Professional skills. ERP implementations help business units achieve a higher level of efficiency, so ERP consultants need professional skills in the functional areas that will be affected. These could include skills in accounting and finance, sales and marketing, supply chain management, materials management, and purchasing and procurement processes.

These skills are necessary to assist with setting up workflows that align with business processes. ERP consultant résumés often include “business requirements” as a skillset. This means they’re able to prepare business-requirements documents, translate the requirements into technical specifications and assist with designing the ERP system to meet those requirements.

Soft skills. ERP implementations involve people as well as technology—and there may be many people involved, from end users to executives. Some of the most important ERP skills are soft skills: collaboration, teamwork and conflict resolution. Just as individual business processes and systems need to work together, so do people.

Consultants need excellent communication skills to lead an ERP implementation or upgrade, including the ability to communicate well in writing. They also need to be able to train others on the system and rally the team if the project gets off track.

Finally, they need a certain amount of political acumen to build relationships within the organization. This requires knowing how to compromise and what to emphasize when speaking to different stakeholders about the implementation’s effect on their department. Your vendor will often have a professional services team that can handle implementations for you.

How to Become an ERP Consultant

Formal education. Most ERP professionals have a bachelor’s degree, typically in a field like computer science or IT. Some ERP consultants may have a business administration degree, either at the bachelor’s or master’s level.

Experience and background. Additionally, ERP consultants usually have a business or technology background. Some companies will want ERP consultants with accounting experience.
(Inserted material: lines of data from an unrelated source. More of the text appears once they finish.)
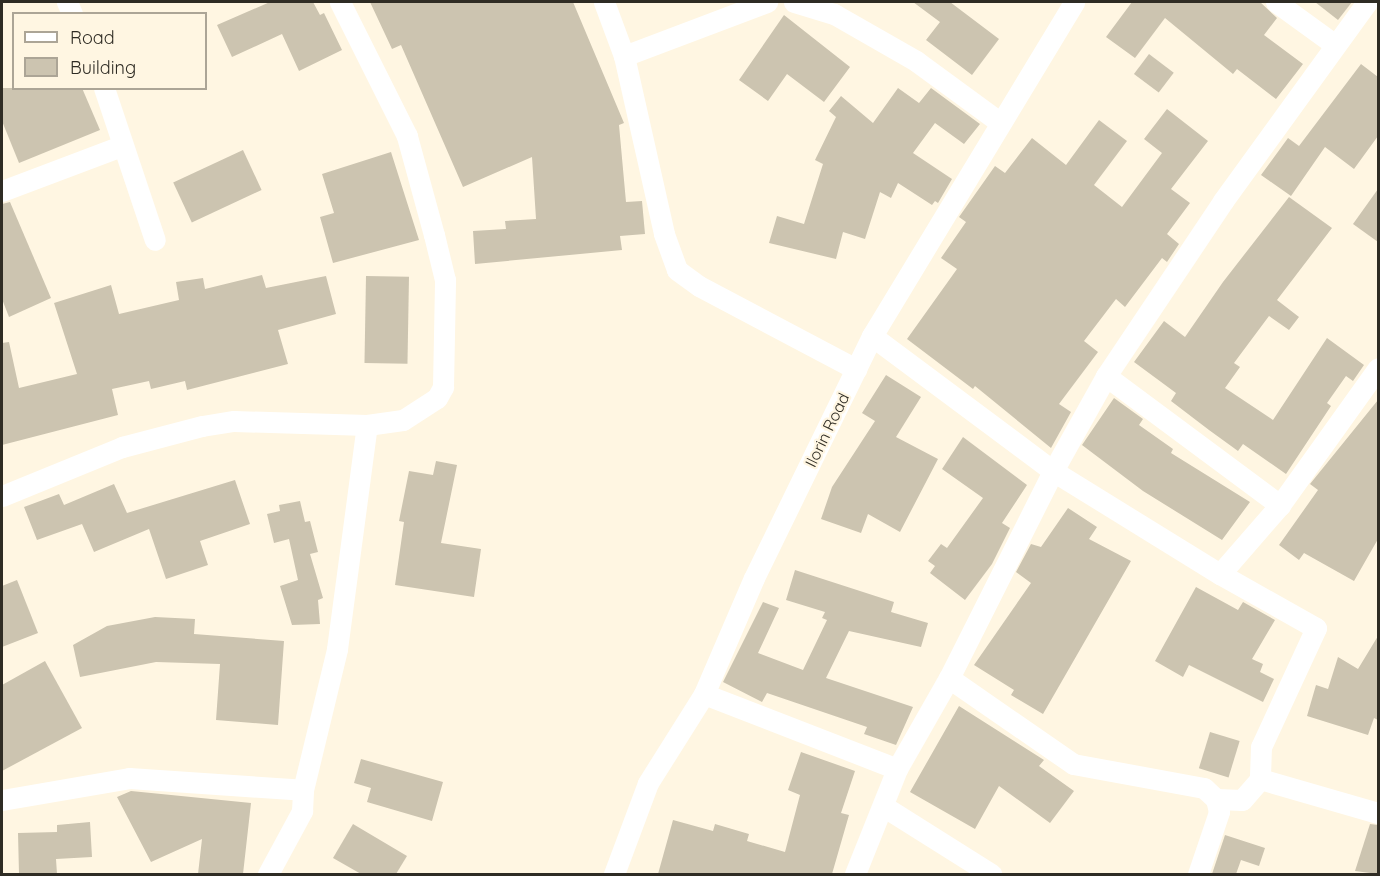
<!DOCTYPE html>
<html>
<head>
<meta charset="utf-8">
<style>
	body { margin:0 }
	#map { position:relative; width:1380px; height:876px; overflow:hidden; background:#fff6e2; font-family:Quicksand,sans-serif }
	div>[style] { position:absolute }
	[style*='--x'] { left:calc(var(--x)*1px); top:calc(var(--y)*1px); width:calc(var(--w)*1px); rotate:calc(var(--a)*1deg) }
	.building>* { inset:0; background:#ccc4b0; transform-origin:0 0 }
	.minor>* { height:21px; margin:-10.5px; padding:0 10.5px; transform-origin:10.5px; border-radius:10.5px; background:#fff }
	span { translate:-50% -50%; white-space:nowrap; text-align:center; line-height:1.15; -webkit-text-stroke:4.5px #fff6e2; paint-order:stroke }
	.street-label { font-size:16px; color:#2f2c24 }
	.frame { position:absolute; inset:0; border:3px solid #2f2c24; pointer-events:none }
	.legend { position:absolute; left:12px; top:12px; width:195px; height:78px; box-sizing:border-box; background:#fff6e2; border:2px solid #aca596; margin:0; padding:8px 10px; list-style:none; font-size:18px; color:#2f2c24 }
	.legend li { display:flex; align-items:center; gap:12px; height:30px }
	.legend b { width:30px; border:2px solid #aca596 }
</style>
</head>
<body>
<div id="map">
	<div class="building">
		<div style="clip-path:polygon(270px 2px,313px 2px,320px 15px,324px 13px,342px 50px,299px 71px,282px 34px,232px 57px,217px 25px)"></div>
		<div style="clip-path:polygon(370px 2px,573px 2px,624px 123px,619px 125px,626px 202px,642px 201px,645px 234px,620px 236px,622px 250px,475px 264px,473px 231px,506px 229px,505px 221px,536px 219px,532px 157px,463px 187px,401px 45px,392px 49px)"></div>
		<div style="clip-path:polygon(913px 2px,950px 2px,999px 39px,972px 75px,926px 40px,940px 22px)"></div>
		<div style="clip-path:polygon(1132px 2px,1260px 2px,1277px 18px,1264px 35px,1303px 64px,1276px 99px,1237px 69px,1233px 74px,1165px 18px,1135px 58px,1106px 37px)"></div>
		<div style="clip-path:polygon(1315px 2px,1352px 2px,1338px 20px)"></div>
		<div style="clip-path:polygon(784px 15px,850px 67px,824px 102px,787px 74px,768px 101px,739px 80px)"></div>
		<div style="left:1149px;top:54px;width:31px;height:25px;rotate:37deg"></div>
		<div style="clip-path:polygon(1361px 64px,1378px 77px,1378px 136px,1354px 169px,1325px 147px,1291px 196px,1261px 175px,1288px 138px,1299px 146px)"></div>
		<div style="clip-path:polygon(2px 88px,82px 88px,100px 130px,19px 163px,2px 121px)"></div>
		<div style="clip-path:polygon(898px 88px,919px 103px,931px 88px,980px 124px,964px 144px,935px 123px,913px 153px,952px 179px,938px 203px,935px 201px,932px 205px,898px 183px,891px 198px,880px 192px,865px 239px,843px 232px,836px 259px,769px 243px,777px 216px,804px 224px,823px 164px,815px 160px,836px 117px,829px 111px,841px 96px,873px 123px)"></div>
		<div style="clip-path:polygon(1167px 109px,1208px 141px,1171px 189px,1190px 203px,1167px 234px,1179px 244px,1167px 262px,1162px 258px,1125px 307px,1116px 299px,1084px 341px,1098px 352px,1059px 404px,1071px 412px,1051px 448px,975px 386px,973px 389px,907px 339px,957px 269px,941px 258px,966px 222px,959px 217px,995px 166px,1005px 173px,1032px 138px,1066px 165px,1099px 120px,1127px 141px,1094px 185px,1122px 207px,1162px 153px,1144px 139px)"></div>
		<div style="left:243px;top:150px;width:44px;height:77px;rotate:65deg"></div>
		<div style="clip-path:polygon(391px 152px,419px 240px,333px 263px,320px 217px,334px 213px,322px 174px)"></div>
		<div style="clip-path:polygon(1378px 189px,1378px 242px,1353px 224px)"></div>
		<div style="clip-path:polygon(1289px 197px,1332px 228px,1277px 300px,1299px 317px,1289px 330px,1269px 316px,1234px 363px,1240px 367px,1225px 388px,1273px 420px,1327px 338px,1364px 365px,1353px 381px,1346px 376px,1327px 403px,1331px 406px,1286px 474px,1243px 444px,1238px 451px,1209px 430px,1171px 401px,1176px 393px,1134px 362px,1164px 321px,1185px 337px,1223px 282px)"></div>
		<div style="clip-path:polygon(10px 202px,51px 298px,9px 317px,2px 299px,2px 204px)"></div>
		<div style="clip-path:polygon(262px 275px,266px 288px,326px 276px,336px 314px,278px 330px,288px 364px,187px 390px,185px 381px,151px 389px,149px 381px,112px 389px,118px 415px,2px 445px,2px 343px,9px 342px,19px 388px,77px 374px,54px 303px,111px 285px,119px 314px,179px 300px,176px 282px,203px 278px,205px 289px)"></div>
		<div style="left:366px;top:276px;width:43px;height:87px;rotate:1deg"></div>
		<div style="clip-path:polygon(886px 375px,921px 397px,896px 437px,938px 459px,900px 532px,868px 514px,861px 533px,821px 519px,832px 487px,875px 421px,862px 413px)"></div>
		<div style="clip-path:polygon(1114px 398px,1143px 419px,1139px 425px,1173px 449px,1171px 453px,1250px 502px,1222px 540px,1143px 491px,1082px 445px)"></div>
		<div style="clip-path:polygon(1378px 400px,1378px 539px,1354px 581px,1304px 553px,1299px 560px,1279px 545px,1318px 490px,1310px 484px)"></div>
		<div style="clip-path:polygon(963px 437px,1027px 485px,1002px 523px,1010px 528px,992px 564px,965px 600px,930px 573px,935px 566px,928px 561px,941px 544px,947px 548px,983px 498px,942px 469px)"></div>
		<div style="clip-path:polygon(436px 461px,457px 465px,441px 543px,481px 549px,474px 597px,395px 585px,404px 522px,399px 521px,409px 471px,433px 475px)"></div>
		<div style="clip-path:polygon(235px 480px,250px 524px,200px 541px,208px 565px,166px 579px,149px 529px,94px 552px,82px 524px,37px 540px,24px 507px,59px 494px,64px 505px,114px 484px,127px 513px)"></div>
		<div style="clip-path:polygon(300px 501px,305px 522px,310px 521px,318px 552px,310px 554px,323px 598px,318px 600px,320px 624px,292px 625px,280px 586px,298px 580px,289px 539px,274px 543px,267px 514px,280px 511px,279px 505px)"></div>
		<div style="clip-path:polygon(1068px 508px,1097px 527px,1089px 539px,1131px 561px,1043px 714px,1011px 695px,1014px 690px,974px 665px,1031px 583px,1016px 572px,1031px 544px,1041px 547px)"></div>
		<div style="clip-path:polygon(795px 570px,894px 602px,891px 612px,928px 623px,921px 647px,849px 631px,826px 678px,913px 707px,896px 745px,864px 734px,867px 727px,767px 693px,762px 702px,723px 682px,763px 602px,779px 608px,758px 653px,803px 670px,827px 620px,822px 618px,825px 612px,786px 600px)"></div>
		<div style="clip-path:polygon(17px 580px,38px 633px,2px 647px,2px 586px)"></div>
		<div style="clip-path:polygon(1196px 587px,1238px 610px,1243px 602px,1275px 620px,1252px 659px,1263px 664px,1260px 672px,1274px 679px,1263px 702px,1189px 665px,1183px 677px,1155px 661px)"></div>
		<div style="clip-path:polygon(155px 617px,195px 619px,194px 634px,284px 641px,278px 725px,216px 720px,220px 664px,156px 662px,80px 677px,73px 645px,107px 626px)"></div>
		<div style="clip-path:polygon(1378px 636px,1378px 720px,1374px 718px,1368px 735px,1307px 716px,1316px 685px,1328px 689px,1338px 657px,1358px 669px)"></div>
		<div style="clip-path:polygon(45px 661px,82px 728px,2px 771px,2px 685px)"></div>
		<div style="clip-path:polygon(959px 706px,1044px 760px,1039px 766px,1074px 791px,1050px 823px,999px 786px,975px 829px,910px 792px)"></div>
		<div style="left:1210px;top:732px;width:31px;height:38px;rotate:17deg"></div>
		<div style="clip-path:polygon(801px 752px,855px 771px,841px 813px,849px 815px,832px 874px,658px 874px,673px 820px,713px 831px,715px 824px,749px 834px,747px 841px,785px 852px,800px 795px,788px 790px)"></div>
		<div style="clip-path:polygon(361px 759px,443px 782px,432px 821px,367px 802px,371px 788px,354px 783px)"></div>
		<div style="clip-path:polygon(131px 791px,251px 803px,243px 874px,198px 874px,202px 839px,151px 862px,117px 797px)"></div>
		<div style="clip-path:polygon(90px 822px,92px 857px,56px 859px,57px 874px,19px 874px,18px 833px,57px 832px,57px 825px)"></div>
		<div style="clip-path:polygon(353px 824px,407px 856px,396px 874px,361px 874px,333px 858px)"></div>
		<div style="clip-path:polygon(1370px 824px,1378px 825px,1378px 874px,1355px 871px)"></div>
		<div style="clip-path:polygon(1225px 835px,1265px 848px,1259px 866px,1241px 860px,1236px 874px,1212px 874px)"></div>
	</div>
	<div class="minor">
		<div style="--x:67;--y:2;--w:13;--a:67"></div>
		<div style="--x:604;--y:2;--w:58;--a:69.7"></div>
		<div style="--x:624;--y:56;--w:182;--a:77.3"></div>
		<div style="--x:664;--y:234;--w:38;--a:70"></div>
		<div style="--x:677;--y:270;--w:27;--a:36"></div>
		<div style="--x:699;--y:286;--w:178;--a:27.9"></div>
		<div style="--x:794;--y:2;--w:42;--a:16.7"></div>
		<div style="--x:834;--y:14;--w:95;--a:29.8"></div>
		<div style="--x:916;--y:61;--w:102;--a:36.2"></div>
		<div style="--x:1276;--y:2;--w:72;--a:35.9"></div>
		<div style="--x:624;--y:56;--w:153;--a:-20.7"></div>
		<div style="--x:104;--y:88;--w:160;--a:71.5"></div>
		<div style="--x:2;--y:191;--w:127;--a:-20.7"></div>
		<div style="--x:872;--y:336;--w:226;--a:36.7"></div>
		<div style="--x:1053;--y:471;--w:196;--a:31.7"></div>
		<div style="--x:1220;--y:574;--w:110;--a:29.4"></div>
		<div style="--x:1316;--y:628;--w:131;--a:114.8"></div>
		<div style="--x:1261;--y:747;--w:32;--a:92"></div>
		<div style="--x:1106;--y:376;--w:217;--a:36.6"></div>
		<div style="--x:2;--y:496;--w:130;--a:-22.2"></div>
		<div style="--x:122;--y:447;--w:83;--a:-14.7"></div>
		<div style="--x:202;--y:426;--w:32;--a:-9"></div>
		<div style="--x:234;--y:421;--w:133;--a:1.7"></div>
		<div style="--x:367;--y:425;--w:36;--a:-8"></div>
		<div style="--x:403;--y:420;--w:40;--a:-32.9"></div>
		<div style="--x:437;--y:398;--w:13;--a:-61"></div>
		<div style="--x:443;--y:387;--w:107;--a:-88.9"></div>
		<div style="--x:445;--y:280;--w:46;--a:-103.7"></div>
		<div style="--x:434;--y:235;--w:103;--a:-105.3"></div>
		<div style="--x:407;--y:136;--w:150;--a:-116.6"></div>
		<div style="--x:1220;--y:574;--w:91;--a:-49"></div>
		<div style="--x:1280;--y:505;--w:168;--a:-54.4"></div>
		<div style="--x:949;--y:678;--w:151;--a:34.7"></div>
		<div style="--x:1073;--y:764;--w:133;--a:10.4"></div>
		<div style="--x:1204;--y:788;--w:16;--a:43"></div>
		<div style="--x:1216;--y:799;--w:13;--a:77"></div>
		<div style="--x:1219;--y:812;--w:65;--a:108.7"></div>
		<div style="--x:704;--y:694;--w:207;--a:21.2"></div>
		<div style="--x:1216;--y:799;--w:26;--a:2"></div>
		<div style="--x:1242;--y:800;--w:28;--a:-49"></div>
		<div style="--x:1260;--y:779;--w:123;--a:16.1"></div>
		<div style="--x:2;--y:800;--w:129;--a:-9.8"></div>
		<div style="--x:129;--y:778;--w:174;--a:3.9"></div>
		<div style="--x:883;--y:806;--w:128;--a:32.2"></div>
		<div style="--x:268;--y:874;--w:72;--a:-61.6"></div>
		<div style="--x:302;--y:811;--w:21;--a:-87"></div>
		<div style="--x:303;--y:790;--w:145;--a:-76.4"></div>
		<div style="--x:337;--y:649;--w:226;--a:-82.4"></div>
		<div style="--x:614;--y:874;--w:97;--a:-69.5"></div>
		<div style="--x:648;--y:783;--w:105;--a:-57.8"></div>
		<div style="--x:704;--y:694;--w:126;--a:-66.7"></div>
		<div style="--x:754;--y:578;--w:269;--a:-64"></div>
		<div style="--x:872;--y:336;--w:390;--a:-58.8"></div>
		<div style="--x:855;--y:874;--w:113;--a:-68.2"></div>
		<div style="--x:897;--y:769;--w:105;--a:-60.3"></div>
		<div style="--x:949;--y:678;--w:232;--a:-63.3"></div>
		<div style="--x:1053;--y:471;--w:109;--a:-60.8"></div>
		<div style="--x:1106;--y:376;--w:211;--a:-56.2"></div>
		<div style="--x:1223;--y:201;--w:246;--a:-54.1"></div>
	</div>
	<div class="street-label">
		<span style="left:827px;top:430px;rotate:-64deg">Ilorin Road</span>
	</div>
	<div class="frame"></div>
	<ul class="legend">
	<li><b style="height:8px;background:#fff"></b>Road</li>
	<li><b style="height:16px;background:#ccc4b0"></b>Building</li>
	</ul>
</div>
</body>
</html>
Most consultants have worked on ERP implementations as part of a team; experienced consultants may have worked on ERP systems in a variety of industries.

Certifications and requirements. Being certified in specific ERP systems is definitely a plus for consultants. These certifications demonstrate to companies that the professional has undergone comprehensive training and has expertise in the system. Obtaining certification often includes multiple weeks of instruction, experience in implementing the software and sitting for an exam.

Industries That Use ERP Professionals

Businesses of all sizes in virtually all industries use some form of ERP—including manufacturing, retail, third-party logistics, oil and gas, consumer packaged goods, aerospace and defense, construction, and food and beverage. While small companies may rely on accounting software, most will start augmenting those accounting tools with inventory or sales order add-ons as they grow.

These point solutions can be sufficient for a time—but once companies reach the point where they need an integrated suite of software to tie together business operations, optimize efficiency and grow revenue, they generally realize they need an ERP solution. At that point, they need to consider options for a cloud, on-premises or hybrid ERP implementation—and look for the right ERP professionals to help ensure success.